-- Required action --
Check each line of the material below, and copy it if it holds the string "JSON".

-- Supplied material --
- Opening Delimiter -
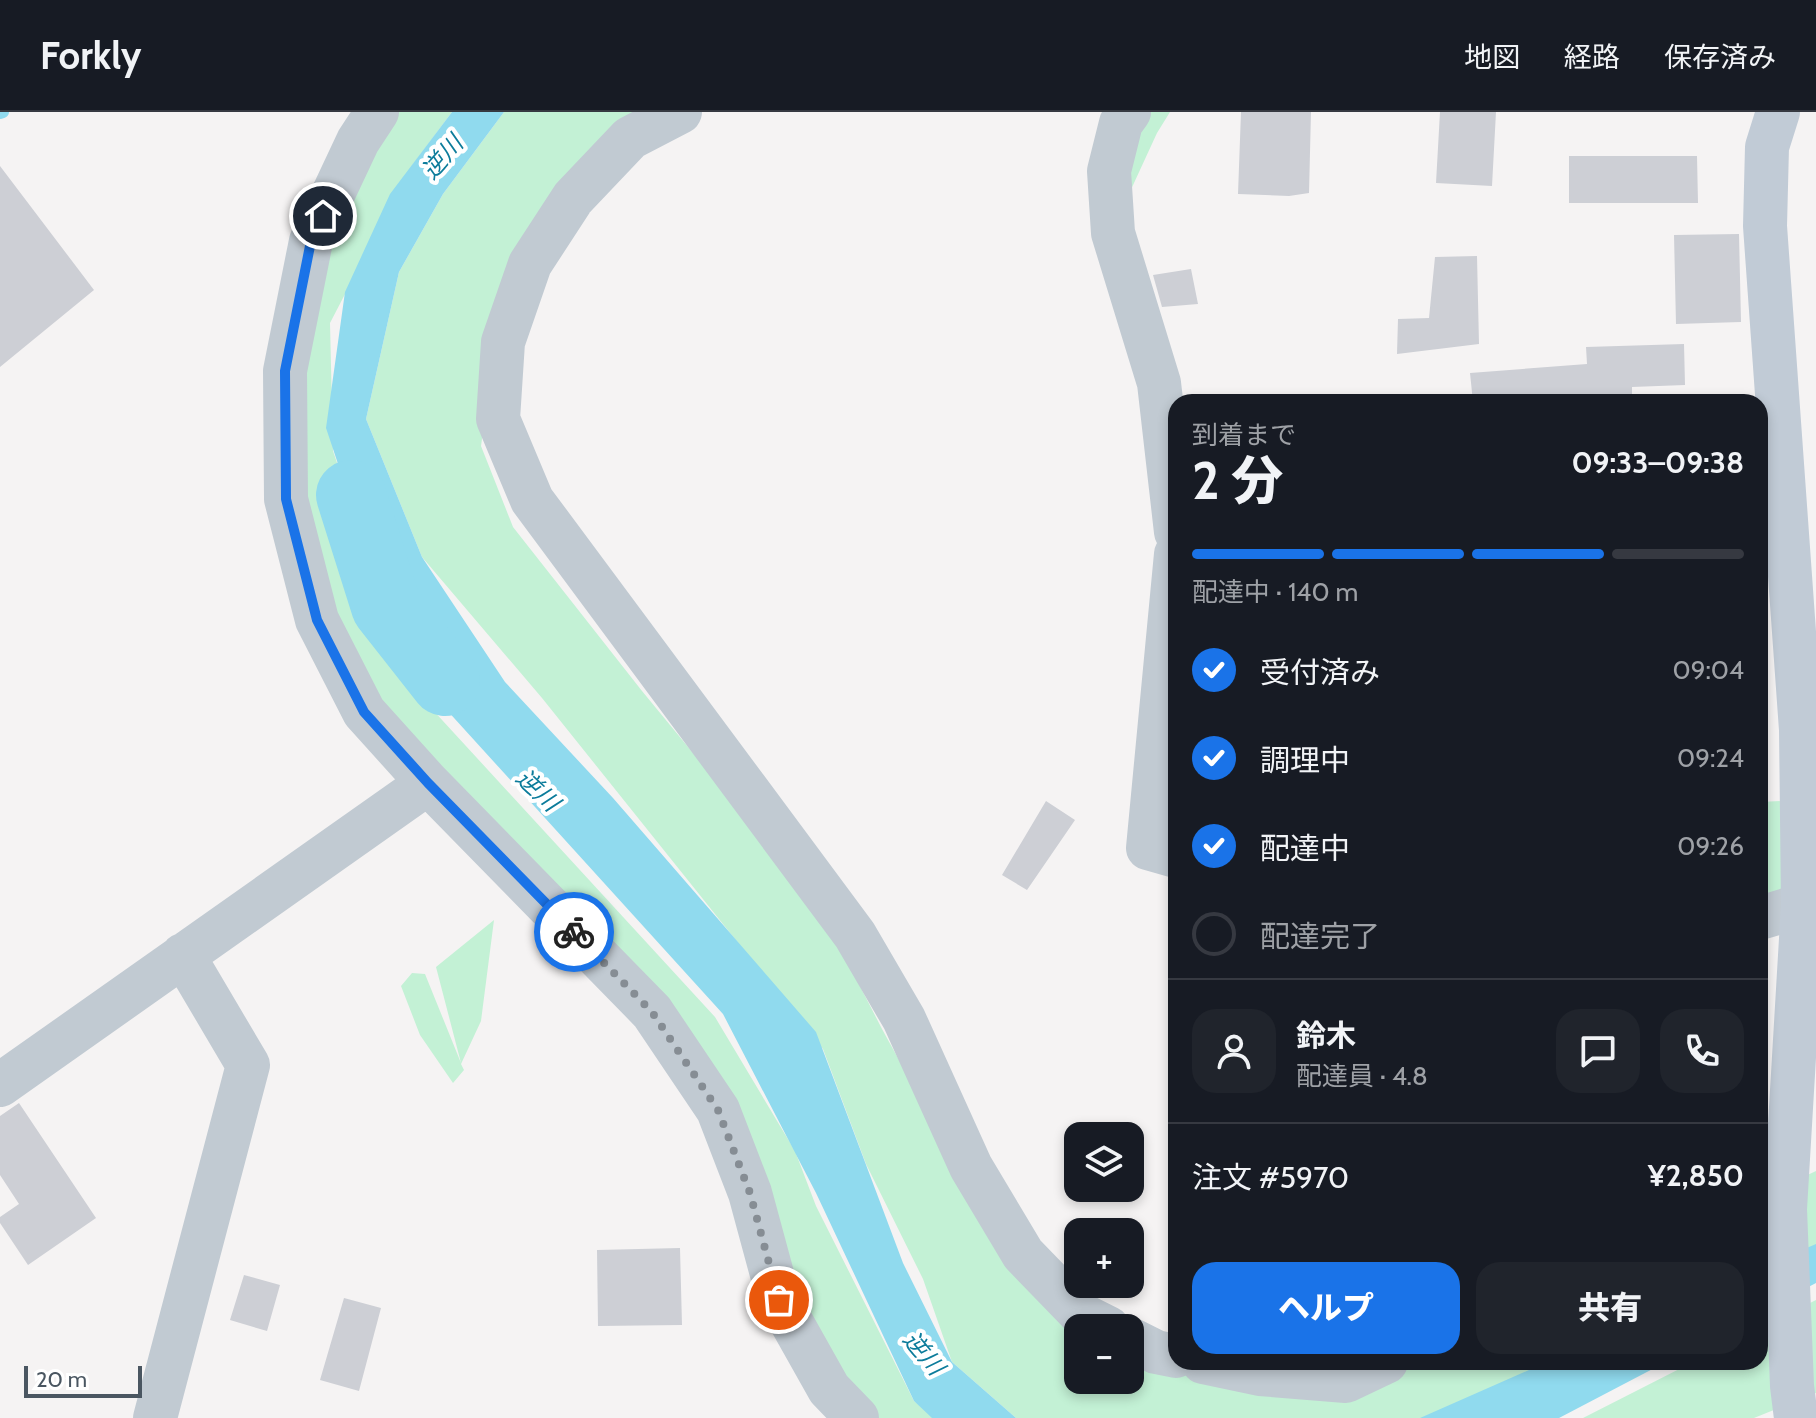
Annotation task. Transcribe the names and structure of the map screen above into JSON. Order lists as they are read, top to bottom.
- Closing Delimiter -
- Opening Delimiter -
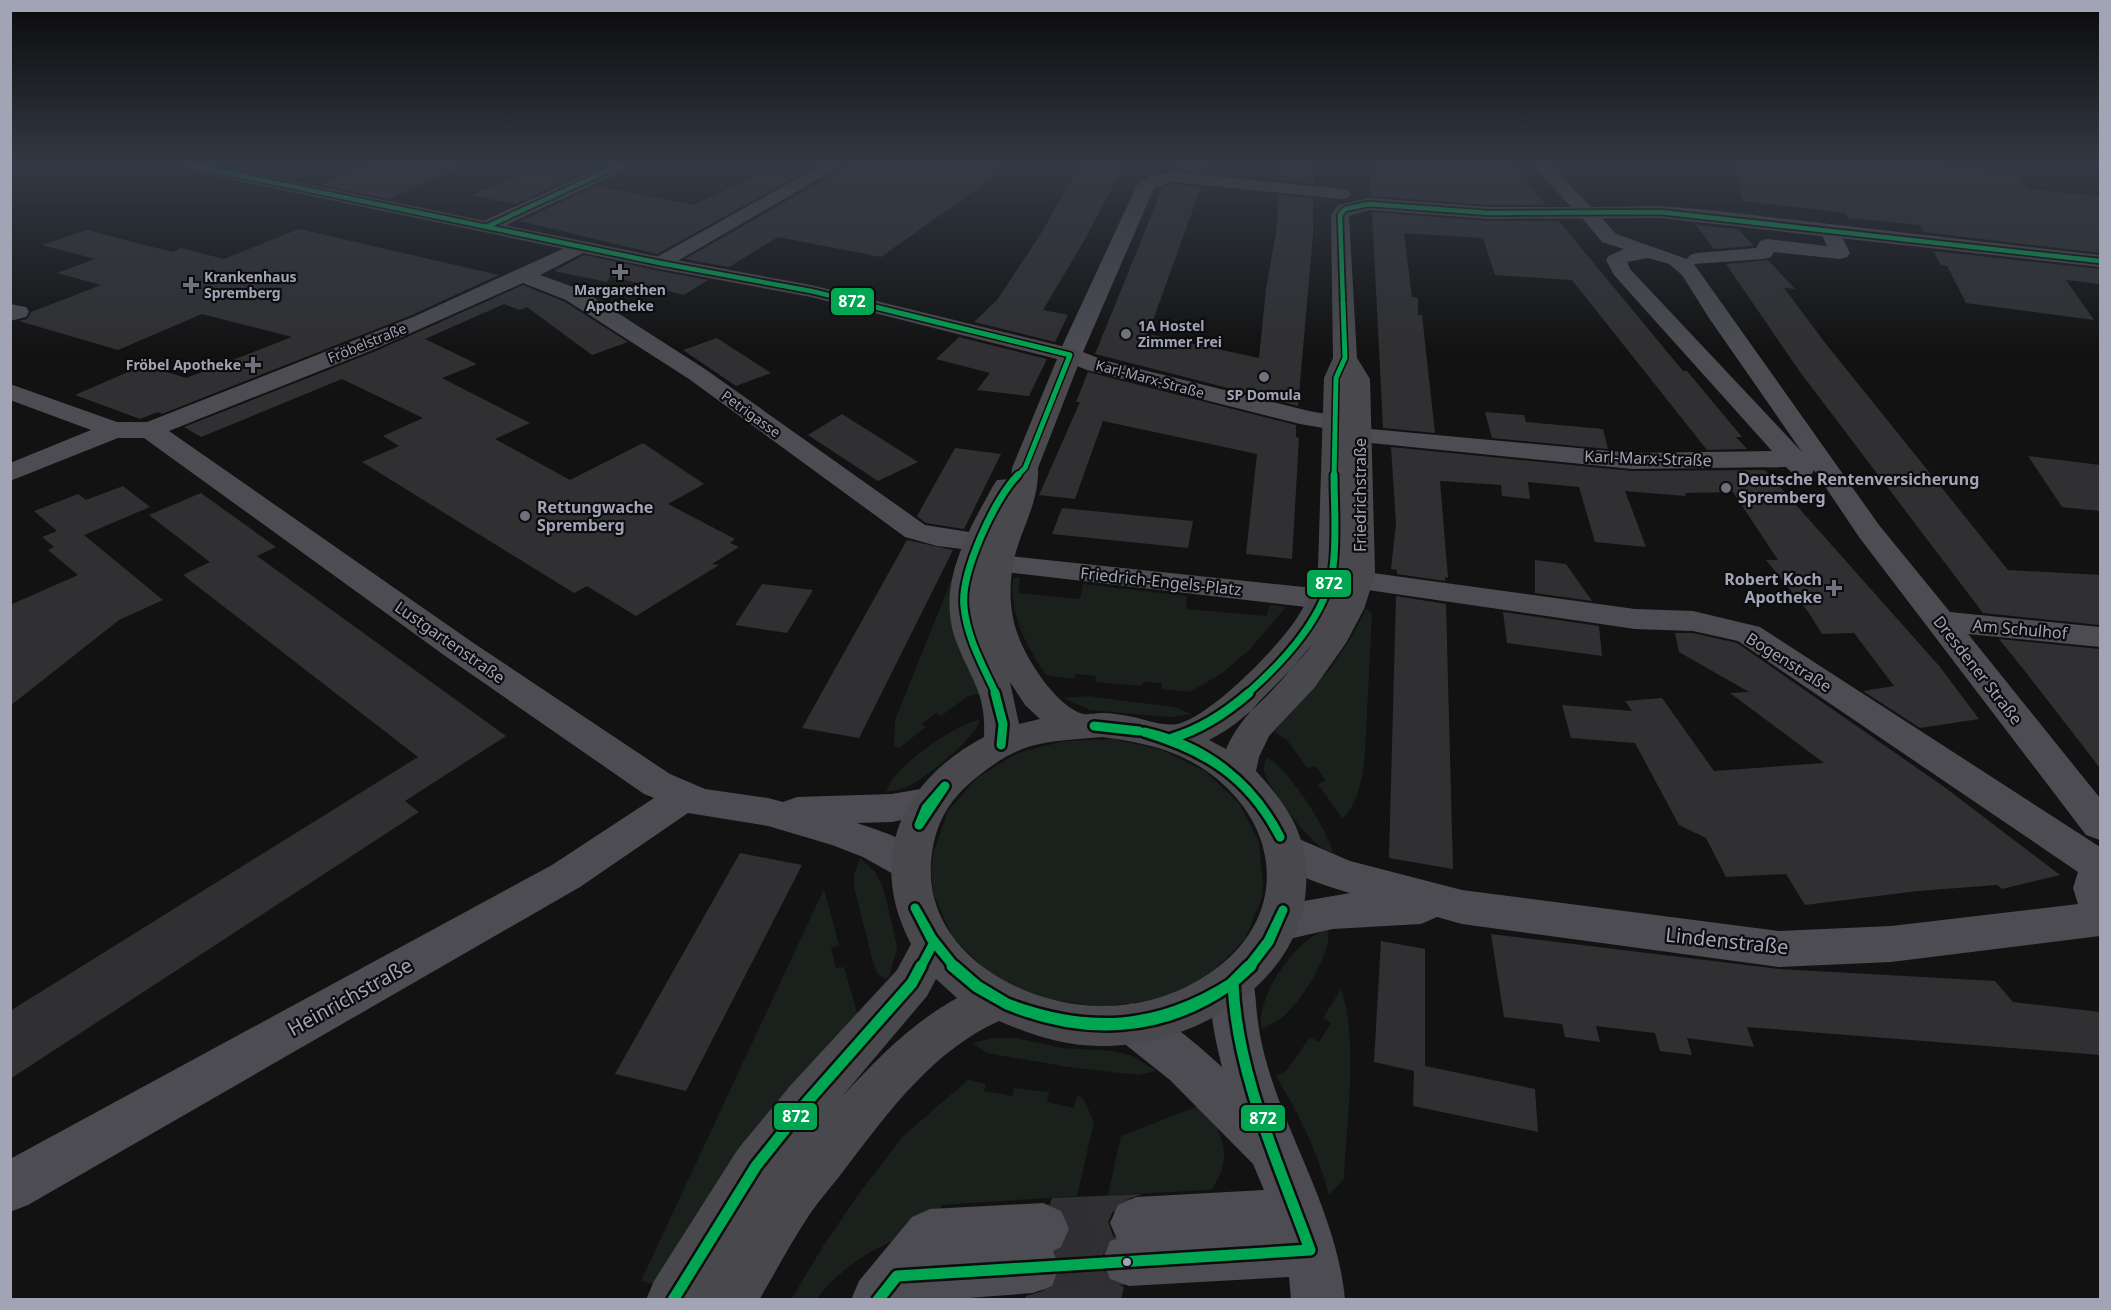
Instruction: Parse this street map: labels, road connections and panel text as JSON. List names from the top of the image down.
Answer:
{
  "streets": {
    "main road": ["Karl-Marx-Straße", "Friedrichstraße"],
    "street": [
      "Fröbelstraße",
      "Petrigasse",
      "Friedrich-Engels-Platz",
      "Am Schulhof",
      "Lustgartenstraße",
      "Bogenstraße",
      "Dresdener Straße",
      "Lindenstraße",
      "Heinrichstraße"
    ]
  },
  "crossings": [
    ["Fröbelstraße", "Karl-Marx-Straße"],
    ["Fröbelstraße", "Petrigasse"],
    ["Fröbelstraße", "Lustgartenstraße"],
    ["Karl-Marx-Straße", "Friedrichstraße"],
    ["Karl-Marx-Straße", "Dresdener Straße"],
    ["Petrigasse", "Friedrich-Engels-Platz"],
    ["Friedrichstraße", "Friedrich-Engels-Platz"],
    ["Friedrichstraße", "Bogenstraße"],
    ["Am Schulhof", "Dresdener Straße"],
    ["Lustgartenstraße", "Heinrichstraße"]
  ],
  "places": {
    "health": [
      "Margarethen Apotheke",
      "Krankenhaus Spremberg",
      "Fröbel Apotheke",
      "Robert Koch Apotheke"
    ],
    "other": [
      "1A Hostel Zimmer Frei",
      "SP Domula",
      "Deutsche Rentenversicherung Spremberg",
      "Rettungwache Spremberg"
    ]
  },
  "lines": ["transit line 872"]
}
- Closing Delimiter -
-- Task answer --
Annotation task. Transcribe the names and structure of the map screen above into JSON. Order lists as they are read, top to bottom.
Instruction: Parse this street map: labels, road connections and panel text as JSON. List names from the top of the image down.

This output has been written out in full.